Calpurnius et Némésianus, qui ont vécu trois cents ans après Virgile, ont quelquefois suivi assez heureusement ses traces : leurs églogues sont peu connues, et la plupart ne méritaient guère de l'être. Il existe aussi un certain poète bucolique qui se nommait Baptiste le Mantouan. Sa patrie est tout ce qu'il avait de commun avec Virgile.
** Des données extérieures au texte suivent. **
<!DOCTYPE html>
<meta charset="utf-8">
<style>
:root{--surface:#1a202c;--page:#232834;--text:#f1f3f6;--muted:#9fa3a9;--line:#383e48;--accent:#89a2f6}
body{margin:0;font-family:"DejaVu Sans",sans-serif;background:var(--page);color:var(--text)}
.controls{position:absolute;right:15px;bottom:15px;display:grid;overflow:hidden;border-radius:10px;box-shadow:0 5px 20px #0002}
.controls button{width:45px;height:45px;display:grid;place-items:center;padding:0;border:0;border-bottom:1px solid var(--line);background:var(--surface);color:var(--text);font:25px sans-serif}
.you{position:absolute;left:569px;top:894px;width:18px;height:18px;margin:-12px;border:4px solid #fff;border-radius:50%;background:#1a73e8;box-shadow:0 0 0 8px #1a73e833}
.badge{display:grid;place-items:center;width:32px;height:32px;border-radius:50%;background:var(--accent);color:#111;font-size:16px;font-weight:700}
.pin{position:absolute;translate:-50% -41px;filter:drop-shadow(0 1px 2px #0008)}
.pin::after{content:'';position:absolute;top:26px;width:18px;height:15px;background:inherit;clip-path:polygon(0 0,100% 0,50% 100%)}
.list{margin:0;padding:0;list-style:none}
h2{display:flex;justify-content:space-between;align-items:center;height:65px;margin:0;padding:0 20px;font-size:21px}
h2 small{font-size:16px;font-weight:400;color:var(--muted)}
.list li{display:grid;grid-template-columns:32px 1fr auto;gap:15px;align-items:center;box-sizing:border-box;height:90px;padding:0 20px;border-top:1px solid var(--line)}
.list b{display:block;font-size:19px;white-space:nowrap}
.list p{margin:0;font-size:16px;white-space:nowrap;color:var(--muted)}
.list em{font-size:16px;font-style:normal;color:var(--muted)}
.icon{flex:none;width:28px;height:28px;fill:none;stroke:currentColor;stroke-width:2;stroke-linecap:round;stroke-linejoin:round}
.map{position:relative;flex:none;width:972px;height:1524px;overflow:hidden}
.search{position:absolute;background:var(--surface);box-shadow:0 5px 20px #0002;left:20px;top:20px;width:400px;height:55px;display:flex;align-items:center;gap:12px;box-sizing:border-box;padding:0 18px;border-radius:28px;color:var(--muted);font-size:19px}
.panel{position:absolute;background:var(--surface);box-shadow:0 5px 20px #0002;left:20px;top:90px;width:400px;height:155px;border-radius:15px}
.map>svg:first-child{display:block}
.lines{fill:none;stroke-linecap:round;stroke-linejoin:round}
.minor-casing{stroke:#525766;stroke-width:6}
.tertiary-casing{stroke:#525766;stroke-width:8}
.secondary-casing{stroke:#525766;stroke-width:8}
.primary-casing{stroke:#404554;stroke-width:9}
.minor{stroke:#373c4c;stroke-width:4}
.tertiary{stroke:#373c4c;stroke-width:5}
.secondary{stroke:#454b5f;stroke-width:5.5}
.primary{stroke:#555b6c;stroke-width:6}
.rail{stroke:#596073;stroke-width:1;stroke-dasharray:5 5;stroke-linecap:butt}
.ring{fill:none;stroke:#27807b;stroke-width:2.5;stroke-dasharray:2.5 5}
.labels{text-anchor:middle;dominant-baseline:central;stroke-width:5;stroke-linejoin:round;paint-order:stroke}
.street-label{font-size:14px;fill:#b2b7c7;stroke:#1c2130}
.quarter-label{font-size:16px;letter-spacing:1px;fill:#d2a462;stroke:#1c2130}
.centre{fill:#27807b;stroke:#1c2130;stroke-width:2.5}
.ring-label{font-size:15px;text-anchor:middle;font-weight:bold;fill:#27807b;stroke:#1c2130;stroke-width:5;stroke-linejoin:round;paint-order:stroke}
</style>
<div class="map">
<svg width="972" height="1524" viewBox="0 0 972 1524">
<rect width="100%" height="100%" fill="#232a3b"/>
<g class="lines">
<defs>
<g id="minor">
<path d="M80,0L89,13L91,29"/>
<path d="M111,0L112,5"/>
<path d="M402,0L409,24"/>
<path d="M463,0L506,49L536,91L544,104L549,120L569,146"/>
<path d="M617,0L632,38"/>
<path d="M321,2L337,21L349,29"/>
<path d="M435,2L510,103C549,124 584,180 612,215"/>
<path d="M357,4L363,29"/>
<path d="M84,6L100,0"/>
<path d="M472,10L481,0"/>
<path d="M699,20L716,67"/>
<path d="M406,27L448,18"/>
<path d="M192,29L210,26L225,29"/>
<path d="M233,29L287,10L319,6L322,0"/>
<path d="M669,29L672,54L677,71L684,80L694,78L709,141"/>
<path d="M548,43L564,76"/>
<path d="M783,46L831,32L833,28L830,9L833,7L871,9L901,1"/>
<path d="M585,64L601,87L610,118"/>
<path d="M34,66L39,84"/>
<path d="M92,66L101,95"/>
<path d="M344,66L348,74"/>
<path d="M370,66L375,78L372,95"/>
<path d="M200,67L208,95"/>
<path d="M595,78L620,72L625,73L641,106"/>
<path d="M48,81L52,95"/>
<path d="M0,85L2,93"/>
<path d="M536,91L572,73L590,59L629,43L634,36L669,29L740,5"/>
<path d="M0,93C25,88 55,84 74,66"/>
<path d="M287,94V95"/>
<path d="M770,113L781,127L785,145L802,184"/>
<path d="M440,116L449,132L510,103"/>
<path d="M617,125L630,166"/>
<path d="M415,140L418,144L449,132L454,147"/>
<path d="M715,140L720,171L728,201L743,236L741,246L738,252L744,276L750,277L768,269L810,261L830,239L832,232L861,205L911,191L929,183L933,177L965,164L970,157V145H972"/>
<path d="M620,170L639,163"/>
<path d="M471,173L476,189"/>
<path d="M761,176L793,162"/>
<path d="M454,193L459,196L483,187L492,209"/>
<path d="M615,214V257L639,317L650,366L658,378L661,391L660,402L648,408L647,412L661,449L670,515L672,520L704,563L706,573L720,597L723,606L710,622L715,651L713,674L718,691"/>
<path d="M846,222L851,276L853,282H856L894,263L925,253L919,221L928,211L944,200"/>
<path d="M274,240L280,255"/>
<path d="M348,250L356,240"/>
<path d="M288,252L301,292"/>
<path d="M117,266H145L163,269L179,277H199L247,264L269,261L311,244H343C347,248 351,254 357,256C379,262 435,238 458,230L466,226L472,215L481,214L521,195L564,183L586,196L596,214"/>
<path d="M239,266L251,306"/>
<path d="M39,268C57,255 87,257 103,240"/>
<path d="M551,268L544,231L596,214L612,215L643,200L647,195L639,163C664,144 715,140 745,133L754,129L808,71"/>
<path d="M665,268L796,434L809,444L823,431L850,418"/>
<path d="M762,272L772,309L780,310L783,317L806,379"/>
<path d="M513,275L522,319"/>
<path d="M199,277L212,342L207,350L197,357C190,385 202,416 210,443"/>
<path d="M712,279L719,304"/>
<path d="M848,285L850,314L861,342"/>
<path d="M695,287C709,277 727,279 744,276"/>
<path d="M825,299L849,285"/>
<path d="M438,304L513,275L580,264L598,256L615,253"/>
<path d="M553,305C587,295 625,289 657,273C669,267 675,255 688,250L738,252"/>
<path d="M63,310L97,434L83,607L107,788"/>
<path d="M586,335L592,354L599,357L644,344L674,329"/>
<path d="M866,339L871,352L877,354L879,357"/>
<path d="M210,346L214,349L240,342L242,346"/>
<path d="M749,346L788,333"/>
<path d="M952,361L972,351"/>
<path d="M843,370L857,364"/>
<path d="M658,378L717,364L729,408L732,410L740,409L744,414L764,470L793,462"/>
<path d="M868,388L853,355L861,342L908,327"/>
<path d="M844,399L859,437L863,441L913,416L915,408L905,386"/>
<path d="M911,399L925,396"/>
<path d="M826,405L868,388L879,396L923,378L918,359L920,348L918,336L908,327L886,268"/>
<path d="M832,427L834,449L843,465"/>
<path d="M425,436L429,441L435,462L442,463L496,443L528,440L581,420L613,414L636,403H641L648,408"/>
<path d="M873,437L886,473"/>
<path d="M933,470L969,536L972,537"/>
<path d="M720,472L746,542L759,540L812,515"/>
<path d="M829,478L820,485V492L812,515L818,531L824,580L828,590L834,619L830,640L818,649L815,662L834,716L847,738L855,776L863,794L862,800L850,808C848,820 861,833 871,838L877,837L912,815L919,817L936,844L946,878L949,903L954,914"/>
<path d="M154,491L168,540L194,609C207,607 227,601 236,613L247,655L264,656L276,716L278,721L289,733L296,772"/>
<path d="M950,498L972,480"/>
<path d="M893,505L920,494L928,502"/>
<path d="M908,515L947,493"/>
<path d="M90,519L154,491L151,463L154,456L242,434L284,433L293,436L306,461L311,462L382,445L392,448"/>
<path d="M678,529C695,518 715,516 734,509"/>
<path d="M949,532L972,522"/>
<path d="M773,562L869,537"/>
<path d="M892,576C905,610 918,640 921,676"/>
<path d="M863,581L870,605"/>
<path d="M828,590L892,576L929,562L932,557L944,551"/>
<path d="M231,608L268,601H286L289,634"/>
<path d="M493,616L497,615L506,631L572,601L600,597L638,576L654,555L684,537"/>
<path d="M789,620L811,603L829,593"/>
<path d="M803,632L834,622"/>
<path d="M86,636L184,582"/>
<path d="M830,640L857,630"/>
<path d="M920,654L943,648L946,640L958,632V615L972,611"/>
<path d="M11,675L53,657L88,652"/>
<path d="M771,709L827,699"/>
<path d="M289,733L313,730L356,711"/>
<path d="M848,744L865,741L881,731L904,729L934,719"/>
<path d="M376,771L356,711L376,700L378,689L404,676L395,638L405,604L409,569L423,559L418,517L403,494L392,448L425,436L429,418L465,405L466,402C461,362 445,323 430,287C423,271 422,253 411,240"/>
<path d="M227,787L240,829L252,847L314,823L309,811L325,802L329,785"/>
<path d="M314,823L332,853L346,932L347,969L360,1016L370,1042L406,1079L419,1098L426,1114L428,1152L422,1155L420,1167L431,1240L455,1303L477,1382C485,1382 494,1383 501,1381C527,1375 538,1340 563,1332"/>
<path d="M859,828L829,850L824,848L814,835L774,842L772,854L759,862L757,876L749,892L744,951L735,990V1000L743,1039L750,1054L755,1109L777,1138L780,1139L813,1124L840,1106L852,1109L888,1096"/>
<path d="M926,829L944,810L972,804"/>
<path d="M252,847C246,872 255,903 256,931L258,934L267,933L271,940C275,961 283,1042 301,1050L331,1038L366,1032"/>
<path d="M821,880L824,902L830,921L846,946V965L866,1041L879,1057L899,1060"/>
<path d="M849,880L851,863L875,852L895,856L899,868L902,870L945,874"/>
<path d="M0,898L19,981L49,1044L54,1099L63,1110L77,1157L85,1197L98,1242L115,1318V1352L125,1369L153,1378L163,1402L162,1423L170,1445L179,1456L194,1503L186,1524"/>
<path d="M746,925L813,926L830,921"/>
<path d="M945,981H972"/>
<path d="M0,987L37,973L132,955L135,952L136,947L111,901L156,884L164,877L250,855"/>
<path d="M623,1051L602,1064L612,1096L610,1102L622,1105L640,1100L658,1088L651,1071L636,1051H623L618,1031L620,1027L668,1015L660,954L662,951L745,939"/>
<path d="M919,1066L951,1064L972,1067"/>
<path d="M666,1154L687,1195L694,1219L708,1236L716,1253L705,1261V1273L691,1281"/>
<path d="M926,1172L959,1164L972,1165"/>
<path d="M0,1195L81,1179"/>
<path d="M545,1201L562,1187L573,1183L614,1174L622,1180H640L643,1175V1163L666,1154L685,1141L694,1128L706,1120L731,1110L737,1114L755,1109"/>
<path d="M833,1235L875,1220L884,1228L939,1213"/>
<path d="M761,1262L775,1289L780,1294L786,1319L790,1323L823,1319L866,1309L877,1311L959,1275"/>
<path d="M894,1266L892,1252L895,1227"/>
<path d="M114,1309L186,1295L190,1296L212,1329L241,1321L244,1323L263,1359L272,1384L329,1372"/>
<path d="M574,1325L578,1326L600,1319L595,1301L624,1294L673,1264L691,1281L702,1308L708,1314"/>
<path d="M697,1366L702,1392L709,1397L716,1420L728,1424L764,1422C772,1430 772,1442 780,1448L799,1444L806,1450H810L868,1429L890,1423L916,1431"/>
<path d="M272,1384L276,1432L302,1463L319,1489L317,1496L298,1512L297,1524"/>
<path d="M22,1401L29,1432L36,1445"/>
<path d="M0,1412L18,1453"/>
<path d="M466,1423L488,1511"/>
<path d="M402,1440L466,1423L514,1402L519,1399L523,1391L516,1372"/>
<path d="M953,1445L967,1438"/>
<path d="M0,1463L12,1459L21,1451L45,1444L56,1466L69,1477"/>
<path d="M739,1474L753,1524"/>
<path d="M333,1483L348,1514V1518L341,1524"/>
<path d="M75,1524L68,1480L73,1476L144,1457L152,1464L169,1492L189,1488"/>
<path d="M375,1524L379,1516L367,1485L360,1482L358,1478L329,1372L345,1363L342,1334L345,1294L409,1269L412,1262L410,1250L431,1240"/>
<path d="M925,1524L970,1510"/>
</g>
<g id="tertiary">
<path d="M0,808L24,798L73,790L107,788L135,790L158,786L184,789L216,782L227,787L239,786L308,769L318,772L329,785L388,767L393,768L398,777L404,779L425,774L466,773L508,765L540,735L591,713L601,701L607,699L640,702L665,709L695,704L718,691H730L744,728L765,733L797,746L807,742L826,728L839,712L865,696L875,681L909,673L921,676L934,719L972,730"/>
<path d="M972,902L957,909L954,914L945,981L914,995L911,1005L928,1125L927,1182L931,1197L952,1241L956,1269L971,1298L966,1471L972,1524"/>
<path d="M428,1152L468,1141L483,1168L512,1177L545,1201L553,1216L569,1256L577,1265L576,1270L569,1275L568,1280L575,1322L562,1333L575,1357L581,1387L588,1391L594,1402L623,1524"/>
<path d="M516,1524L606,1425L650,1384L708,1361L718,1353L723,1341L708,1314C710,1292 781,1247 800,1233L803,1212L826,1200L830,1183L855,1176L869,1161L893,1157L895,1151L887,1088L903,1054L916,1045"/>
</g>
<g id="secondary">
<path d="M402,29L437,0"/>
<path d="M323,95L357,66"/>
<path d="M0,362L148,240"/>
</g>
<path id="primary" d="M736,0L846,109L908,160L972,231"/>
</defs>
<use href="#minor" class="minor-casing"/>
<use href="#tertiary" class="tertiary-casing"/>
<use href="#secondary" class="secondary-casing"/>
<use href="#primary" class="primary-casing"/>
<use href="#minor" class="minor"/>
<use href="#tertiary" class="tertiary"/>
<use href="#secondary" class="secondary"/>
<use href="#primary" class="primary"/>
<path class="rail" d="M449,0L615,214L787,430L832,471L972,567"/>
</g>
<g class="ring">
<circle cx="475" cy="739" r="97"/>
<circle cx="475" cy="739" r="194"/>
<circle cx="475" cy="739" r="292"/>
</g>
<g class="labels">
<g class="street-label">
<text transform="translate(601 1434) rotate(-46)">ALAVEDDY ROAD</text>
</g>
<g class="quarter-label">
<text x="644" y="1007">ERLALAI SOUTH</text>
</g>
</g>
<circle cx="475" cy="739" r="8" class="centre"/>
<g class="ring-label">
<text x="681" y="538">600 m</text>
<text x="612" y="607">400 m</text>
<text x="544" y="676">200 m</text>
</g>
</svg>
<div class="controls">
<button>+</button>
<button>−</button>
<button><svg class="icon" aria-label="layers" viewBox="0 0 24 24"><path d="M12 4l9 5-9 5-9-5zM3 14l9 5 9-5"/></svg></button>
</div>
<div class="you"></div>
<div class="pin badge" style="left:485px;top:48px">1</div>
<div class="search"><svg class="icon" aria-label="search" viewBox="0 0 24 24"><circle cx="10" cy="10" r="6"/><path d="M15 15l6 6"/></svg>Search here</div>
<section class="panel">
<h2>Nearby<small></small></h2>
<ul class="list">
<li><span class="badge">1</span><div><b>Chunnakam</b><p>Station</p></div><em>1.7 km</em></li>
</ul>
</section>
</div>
De toutes les nations modernes l'Italie est celle qui a le plus cultivé la poésie pastorale, et dont le génie en est le plus éloigné. Sannazar n'introduit dans ses pastorales que des pêcheurs qui discutent longuement: Guarini, Bonarelli, cavalier Marin ont presque toujours sacrifié dans l'idylle le naturel à la recherche, le sentiment au bel esprit : le Tasse lui-même dans Aminte, et surtout dans Sylvie, n'est pas toujours exempt de ce reproche. Parmi nous Marot, Ronsard, Racan, Segrais ont composé des idylles. Marot y est souvent très-mauvais plaisant : il suffit de citer

ces vers:

Coignac s'en coigne en sa poitrine blême;
Romorantin sa perte rémémore.

Anjou fait joug, etc.

Cela peut donner une idée des calembourgs du siècle de François I.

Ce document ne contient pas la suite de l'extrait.